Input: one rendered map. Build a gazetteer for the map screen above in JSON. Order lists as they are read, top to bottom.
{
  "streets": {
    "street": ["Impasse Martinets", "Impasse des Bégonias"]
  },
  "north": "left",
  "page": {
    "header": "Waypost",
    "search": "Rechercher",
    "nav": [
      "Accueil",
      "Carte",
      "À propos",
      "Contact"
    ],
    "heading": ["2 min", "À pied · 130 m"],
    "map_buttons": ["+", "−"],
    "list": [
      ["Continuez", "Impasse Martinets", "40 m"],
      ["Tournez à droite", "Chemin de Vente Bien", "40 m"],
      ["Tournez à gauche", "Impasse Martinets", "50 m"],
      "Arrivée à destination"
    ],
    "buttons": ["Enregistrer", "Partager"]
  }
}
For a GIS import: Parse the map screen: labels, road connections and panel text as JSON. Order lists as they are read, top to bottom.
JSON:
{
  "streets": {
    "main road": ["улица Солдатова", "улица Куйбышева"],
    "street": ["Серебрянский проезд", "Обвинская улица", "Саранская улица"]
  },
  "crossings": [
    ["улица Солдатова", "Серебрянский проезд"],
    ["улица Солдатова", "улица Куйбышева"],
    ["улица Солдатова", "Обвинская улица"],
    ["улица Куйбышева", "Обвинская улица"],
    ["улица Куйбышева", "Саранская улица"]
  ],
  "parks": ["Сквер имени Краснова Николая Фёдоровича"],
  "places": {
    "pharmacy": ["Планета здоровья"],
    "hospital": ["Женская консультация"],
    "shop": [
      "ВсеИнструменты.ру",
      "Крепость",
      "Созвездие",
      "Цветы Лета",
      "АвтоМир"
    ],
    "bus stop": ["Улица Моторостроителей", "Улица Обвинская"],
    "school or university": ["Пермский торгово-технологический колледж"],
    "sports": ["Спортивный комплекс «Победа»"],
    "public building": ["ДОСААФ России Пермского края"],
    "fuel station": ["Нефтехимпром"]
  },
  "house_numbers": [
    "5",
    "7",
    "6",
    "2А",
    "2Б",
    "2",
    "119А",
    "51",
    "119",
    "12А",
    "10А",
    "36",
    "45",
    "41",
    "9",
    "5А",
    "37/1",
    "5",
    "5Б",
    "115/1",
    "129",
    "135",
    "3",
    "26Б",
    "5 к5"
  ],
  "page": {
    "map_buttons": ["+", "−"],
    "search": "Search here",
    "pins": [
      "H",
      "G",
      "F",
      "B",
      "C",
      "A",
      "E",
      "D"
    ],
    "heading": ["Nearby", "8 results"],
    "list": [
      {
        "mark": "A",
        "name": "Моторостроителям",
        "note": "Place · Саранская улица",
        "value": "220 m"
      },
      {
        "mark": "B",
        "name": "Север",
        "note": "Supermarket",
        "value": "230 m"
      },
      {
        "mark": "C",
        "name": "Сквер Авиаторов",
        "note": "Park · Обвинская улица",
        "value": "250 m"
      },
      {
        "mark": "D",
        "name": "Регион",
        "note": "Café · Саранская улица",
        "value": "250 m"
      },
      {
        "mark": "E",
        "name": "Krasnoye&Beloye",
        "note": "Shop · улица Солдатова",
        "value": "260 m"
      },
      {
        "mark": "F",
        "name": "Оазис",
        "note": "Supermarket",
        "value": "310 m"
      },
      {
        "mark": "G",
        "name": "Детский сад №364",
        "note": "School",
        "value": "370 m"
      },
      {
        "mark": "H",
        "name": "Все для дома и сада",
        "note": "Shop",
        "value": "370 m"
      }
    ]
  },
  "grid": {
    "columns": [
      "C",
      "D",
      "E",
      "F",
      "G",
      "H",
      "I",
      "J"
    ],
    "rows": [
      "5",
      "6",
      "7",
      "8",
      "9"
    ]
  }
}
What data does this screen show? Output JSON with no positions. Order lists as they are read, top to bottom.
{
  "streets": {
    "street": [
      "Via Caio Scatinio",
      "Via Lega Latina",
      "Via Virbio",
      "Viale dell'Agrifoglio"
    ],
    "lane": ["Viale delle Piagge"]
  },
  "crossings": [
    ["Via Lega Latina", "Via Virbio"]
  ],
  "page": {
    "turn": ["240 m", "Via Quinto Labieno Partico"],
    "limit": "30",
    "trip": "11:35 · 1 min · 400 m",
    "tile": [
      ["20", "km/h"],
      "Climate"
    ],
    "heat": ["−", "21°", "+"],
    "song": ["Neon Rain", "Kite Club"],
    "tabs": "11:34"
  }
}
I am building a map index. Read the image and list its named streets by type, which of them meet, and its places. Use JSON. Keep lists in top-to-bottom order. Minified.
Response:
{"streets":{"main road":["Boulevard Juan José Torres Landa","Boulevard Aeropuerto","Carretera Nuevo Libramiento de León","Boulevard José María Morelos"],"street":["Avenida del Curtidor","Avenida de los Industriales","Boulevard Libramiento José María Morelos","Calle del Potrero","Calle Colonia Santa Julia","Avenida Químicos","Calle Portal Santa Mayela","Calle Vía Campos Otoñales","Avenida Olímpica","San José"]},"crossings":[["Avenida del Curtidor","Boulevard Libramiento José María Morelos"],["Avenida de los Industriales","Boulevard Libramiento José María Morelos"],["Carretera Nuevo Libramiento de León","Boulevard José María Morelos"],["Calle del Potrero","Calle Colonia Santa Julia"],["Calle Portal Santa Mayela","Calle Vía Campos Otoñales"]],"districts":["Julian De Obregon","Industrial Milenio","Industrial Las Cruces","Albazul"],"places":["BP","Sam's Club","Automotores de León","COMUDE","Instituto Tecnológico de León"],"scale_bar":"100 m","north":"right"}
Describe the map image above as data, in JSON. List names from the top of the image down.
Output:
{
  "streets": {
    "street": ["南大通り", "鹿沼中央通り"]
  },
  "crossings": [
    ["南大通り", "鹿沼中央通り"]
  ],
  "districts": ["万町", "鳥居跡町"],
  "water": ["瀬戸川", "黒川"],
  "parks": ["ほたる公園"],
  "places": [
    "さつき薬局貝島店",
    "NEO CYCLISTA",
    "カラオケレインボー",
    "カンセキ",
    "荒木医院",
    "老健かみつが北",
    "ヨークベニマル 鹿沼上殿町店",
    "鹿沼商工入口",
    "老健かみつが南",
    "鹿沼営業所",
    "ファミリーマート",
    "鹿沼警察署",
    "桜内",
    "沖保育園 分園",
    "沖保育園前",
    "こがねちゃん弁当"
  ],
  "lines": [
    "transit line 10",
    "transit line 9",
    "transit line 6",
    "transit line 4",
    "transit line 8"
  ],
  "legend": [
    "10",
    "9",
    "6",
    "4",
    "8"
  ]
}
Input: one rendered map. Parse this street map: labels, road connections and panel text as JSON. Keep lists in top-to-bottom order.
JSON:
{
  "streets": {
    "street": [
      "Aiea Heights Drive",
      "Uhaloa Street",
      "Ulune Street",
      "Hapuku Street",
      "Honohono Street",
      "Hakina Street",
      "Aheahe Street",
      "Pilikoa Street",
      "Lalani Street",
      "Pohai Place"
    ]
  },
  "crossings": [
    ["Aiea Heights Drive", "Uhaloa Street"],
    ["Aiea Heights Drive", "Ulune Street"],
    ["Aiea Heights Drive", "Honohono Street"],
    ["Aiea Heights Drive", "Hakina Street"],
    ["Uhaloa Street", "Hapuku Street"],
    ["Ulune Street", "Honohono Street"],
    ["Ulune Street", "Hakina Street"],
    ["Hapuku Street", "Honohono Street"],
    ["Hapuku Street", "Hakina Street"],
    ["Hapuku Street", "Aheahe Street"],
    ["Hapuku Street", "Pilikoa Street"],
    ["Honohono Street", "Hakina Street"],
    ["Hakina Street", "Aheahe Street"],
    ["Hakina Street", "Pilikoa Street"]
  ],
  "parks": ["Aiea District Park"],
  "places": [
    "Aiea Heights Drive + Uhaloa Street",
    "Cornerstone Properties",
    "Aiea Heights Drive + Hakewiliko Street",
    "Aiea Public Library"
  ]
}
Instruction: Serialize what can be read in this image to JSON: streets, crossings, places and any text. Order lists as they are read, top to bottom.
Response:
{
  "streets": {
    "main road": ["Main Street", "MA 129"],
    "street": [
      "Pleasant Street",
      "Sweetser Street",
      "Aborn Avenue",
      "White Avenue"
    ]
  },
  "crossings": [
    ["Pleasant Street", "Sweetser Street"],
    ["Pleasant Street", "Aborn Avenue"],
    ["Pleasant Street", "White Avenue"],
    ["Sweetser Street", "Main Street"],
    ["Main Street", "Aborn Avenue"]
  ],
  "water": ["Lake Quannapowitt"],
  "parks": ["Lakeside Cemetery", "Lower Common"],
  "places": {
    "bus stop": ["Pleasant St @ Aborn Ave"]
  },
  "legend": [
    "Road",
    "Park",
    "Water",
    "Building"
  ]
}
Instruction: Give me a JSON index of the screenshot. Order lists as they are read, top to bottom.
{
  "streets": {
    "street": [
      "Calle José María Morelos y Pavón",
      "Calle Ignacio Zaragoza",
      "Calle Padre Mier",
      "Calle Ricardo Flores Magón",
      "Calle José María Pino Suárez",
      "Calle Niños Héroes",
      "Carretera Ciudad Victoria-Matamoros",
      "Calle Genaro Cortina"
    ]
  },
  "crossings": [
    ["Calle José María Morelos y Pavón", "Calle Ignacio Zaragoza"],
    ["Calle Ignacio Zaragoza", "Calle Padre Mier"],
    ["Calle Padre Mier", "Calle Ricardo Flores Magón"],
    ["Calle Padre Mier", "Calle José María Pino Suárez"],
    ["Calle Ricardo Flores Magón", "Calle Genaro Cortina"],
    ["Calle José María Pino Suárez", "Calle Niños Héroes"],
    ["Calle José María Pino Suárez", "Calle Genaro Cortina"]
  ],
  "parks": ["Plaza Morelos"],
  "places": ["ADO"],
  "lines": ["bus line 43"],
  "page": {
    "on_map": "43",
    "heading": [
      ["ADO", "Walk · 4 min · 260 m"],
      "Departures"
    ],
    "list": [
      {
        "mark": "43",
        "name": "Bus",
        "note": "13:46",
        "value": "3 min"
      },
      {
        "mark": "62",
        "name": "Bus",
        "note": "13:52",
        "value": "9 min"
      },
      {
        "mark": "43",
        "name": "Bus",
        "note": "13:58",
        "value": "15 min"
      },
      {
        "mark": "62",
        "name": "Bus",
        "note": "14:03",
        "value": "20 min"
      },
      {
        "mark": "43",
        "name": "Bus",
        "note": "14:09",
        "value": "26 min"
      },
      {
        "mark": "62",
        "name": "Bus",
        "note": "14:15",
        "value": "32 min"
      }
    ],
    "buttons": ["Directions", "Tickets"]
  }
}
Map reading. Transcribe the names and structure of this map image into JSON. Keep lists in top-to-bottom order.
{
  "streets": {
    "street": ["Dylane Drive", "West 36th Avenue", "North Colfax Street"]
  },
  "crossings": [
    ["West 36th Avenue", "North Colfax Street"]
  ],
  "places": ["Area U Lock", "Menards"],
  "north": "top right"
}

-------

● **TO DO**
Scan the data above and report each line in which "Magón" is present.

● **TASK RESPONSE**
      "Calle Ricardo Flores Magón",
    ["Calle Padre Mier", "Calle Ricardo Flores Magón"],
    ["Calle Ricardo Flores Magón", "Calle Genaro Cortina"],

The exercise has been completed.